• [WHAT THE EXERCISE ASKS]:
Repeat, exactly as written, the lines of the records below from the first through the line with "width:63px; height:63px; display:grid;", but none past it.

[Collected data entries]
_ _ _ _ _ _ _

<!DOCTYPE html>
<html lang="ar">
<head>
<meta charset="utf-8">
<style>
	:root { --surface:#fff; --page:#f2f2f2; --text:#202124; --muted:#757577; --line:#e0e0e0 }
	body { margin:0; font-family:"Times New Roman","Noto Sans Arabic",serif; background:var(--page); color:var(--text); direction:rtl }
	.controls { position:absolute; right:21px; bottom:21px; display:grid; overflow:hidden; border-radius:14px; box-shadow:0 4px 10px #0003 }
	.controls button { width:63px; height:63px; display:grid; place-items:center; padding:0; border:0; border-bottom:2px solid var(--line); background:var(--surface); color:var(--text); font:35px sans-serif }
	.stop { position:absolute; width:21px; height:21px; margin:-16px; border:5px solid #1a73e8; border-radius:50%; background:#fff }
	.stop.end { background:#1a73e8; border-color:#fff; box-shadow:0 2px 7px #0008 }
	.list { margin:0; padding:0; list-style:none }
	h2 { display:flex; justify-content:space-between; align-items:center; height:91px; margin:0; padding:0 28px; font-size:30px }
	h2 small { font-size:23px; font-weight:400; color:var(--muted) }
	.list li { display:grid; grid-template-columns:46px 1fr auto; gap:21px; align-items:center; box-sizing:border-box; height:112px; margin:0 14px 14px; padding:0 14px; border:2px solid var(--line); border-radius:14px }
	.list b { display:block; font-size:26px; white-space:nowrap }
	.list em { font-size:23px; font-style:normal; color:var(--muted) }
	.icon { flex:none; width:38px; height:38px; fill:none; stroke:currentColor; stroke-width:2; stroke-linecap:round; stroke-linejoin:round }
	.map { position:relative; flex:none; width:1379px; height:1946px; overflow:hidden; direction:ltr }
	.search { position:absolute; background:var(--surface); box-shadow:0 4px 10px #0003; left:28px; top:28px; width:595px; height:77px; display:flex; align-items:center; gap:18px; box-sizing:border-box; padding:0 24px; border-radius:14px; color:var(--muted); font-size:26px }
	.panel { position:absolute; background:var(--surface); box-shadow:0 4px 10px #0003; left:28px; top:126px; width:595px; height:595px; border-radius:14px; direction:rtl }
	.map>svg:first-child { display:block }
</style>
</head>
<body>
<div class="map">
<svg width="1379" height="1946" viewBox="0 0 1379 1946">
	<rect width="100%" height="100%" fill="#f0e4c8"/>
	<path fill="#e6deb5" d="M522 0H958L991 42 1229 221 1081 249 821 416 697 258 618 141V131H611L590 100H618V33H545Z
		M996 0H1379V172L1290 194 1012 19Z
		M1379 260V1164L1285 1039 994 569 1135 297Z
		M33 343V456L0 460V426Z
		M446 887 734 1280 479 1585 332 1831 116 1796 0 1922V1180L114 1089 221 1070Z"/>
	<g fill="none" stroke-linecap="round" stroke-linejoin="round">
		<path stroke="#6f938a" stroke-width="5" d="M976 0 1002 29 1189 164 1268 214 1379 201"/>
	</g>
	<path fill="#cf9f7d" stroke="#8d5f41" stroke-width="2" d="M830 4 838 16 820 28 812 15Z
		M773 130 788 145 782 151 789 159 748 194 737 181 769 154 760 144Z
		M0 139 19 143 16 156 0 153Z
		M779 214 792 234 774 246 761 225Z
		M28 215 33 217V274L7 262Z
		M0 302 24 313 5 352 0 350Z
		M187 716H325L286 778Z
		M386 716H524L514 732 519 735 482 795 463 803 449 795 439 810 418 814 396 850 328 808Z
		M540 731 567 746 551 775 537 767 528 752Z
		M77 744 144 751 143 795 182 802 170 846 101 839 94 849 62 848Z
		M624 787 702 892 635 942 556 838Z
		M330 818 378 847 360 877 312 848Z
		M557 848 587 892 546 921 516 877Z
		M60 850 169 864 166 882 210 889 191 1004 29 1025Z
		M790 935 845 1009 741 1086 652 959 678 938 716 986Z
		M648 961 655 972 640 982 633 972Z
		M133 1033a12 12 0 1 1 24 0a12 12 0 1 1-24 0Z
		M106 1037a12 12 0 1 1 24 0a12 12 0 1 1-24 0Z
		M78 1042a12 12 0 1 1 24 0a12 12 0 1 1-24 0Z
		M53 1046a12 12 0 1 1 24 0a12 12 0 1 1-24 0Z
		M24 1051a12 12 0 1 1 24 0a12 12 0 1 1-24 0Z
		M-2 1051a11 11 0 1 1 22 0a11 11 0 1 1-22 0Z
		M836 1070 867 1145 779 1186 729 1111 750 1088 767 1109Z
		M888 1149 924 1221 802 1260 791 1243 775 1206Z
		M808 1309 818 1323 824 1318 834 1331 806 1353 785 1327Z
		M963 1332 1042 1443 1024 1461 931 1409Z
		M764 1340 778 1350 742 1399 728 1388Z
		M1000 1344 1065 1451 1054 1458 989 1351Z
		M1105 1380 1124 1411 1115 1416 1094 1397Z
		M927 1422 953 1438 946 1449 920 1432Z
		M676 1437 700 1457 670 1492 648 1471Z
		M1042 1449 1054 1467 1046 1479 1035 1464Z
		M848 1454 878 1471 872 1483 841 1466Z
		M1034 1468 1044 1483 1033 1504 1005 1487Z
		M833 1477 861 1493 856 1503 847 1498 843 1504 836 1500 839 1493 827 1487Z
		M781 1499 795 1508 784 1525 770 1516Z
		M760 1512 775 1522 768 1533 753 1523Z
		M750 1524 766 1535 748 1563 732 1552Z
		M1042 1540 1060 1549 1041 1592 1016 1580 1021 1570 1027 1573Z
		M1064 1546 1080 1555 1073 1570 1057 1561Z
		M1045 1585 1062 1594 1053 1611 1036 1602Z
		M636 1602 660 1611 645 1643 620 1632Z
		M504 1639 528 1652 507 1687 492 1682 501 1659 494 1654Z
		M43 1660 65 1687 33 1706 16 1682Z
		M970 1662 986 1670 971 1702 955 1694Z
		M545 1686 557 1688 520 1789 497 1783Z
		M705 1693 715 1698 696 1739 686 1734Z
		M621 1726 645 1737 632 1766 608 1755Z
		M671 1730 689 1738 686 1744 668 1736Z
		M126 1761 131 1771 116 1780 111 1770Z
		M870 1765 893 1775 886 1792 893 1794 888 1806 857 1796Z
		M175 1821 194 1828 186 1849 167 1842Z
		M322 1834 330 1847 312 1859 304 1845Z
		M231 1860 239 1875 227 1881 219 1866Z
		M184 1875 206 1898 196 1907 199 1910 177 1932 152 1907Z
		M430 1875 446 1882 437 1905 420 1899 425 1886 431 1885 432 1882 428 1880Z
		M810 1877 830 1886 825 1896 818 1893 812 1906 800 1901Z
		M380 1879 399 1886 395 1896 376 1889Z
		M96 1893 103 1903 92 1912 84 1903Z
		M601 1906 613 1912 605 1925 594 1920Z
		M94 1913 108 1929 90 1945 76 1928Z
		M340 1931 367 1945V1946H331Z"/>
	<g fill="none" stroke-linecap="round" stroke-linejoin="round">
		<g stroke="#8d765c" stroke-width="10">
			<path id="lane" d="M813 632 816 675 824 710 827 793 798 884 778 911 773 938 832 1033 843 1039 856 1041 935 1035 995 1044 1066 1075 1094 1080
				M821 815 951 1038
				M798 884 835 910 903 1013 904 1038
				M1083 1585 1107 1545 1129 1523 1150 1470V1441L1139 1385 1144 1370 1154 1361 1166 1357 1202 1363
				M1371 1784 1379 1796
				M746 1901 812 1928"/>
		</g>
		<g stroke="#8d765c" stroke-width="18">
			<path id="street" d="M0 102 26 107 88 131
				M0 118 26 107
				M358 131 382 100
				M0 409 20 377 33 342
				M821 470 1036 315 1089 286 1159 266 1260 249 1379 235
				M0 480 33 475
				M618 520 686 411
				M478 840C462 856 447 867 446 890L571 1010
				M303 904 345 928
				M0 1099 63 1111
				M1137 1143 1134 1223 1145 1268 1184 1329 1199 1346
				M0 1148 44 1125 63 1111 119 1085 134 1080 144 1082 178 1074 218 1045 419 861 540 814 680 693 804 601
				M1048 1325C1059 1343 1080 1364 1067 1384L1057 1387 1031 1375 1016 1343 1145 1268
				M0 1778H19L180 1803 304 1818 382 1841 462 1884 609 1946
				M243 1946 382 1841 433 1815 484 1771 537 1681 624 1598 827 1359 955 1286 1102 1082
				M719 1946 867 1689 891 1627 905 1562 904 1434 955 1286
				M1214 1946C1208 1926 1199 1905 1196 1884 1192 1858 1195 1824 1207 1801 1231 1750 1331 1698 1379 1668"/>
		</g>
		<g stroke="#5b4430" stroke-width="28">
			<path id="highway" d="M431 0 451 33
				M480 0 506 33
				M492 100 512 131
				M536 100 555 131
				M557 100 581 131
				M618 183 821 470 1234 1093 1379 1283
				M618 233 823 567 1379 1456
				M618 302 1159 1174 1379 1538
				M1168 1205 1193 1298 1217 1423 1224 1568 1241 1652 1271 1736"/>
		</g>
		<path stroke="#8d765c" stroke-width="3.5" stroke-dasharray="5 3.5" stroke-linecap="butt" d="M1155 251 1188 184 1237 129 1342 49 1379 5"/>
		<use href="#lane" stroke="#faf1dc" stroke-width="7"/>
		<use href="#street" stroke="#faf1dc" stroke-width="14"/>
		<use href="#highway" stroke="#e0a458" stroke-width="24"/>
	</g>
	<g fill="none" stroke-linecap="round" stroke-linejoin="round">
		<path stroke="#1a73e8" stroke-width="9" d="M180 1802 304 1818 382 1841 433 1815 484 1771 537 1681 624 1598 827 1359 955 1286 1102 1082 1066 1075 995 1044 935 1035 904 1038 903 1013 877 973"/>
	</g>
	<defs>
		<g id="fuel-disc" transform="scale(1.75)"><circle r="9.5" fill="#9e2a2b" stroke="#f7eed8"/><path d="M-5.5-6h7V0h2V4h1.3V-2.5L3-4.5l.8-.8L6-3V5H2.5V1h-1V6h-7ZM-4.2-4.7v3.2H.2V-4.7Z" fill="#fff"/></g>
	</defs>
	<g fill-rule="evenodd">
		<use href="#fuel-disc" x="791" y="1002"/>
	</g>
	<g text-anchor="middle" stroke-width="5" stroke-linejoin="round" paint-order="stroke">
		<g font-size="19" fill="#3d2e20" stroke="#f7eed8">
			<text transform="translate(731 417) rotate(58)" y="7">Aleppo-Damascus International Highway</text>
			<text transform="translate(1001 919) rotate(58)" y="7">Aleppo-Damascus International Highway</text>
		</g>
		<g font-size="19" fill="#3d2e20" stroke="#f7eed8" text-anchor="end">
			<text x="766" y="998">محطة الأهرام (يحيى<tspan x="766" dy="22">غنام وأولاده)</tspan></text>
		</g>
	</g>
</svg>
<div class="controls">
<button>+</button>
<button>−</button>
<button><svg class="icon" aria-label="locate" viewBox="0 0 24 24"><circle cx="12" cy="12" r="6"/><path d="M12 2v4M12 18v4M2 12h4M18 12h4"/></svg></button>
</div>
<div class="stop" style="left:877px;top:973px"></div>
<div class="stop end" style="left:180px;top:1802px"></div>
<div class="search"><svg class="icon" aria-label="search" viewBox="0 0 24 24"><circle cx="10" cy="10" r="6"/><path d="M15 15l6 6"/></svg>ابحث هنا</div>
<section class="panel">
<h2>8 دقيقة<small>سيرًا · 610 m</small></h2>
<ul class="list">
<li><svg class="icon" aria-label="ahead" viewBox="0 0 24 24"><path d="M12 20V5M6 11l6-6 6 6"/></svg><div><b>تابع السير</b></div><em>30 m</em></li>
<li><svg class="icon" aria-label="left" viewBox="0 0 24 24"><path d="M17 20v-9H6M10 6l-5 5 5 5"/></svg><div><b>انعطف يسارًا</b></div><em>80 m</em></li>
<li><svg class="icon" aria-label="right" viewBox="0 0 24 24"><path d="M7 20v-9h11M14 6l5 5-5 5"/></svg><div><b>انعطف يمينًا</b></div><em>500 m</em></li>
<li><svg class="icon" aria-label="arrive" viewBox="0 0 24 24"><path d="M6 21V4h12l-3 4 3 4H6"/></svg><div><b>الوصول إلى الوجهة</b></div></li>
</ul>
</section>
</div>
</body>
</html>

_ _ _ _ _ _ _

• [SOLVED EXERCISE]:
<!DOCTYPE html>
<html lang="ar">
<head>
<meta charset="utf-8">
<style>
	:root { --surface:#fff; --page:#f2f2f2; --text:#202124; --muted:#757577; --line:#e0e0e0 }
	body { margin:0; font-family:"Times New Roman","Noto Sans Arabic",serif; background:var(--page); color:var(--text); direction:rtl }
	.controls { position:absolute; right:21px; bottom:21px; display:grid; overflow:hidden; border-radius:14px; box-shadow:0 4px 10px #0003 }
	.controls button { width:63px; height:63px; display:grid; place-items:center; padding:0; border:0; border-bottom:2px solid var(--line); background:var(--surface); color:var(--text); font:35px sans-serif }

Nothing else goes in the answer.